WHAT THIS TASK INVOLVES: Which lines in the data below contain the word "button"? Copy each of them.

Stored data entries:

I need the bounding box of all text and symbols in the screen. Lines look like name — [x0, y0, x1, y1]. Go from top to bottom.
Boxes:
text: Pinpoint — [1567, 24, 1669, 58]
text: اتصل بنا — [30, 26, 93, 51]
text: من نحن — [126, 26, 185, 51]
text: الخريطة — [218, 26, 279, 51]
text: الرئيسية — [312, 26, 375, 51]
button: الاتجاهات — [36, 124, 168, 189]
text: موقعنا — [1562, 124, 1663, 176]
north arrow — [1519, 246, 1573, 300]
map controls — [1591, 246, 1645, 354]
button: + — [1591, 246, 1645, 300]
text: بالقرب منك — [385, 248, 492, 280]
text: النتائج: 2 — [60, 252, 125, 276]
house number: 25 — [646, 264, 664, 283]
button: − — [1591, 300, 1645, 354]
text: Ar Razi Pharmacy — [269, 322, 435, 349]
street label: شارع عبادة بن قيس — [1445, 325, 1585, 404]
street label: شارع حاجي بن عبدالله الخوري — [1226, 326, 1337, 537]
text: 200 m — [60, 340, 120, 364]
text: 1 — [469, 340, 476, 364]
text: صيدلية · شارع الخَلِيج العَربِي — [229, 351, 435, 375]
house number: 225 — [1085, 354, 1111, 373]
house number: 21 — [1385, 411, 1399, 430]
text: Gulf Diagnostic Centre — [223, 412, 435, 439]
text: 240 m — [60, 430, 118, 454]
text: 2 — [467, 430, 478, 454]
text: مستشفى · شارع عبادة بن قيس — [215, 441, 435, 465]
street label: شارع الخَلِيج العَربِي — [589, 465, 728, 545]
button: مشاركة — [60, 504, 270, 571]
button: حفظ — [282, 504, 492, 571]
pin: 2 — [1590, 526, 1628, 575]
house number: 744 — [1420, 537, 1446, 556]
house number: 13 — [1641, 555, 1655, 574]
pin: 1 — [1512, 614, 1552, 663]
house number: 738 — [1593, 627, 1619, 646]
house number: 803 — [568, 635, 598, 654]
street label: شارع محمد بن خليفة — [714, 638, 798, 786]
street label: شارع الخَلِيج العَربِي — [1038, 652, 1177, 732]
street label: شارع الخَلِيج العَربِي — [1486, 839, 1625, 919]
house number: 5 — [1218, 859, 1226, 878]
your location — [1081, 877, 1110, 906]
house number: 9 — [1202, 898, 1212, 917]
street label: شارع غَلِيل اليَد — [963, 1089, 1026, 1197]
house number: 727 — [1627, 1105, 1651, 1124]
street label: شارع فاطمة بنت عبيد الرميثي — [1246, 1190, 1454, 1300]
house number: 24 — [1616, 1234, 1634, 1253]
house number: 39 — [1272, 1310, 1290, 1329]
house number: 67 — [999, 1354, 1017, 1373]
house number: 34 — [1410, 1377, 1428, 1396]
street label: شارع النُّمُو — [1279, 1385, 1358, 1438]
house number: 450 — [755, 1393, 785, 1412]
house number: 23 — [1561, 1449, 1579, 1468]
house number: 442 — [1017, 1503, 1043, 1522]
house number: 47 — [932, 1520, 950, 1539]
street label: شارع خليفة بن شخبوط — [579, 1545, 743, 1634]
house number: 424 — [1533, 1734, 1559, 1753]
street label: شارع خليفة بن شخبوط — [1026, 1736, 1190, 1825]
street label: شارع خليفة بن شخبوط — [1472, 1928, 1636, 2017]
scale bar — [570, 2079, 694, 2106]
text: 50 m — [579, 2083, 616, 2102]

EXERCISE OUTPUT:
button: الاتجاهات — [36, 124, 168, 189]
button: + — [1591, 246, 1645, 300]
button: − — [1591, 300, 1645, 354]
button: مشاركة — [60, 504, 270, 571]
button: حفظ — [282, 504, 492, 571]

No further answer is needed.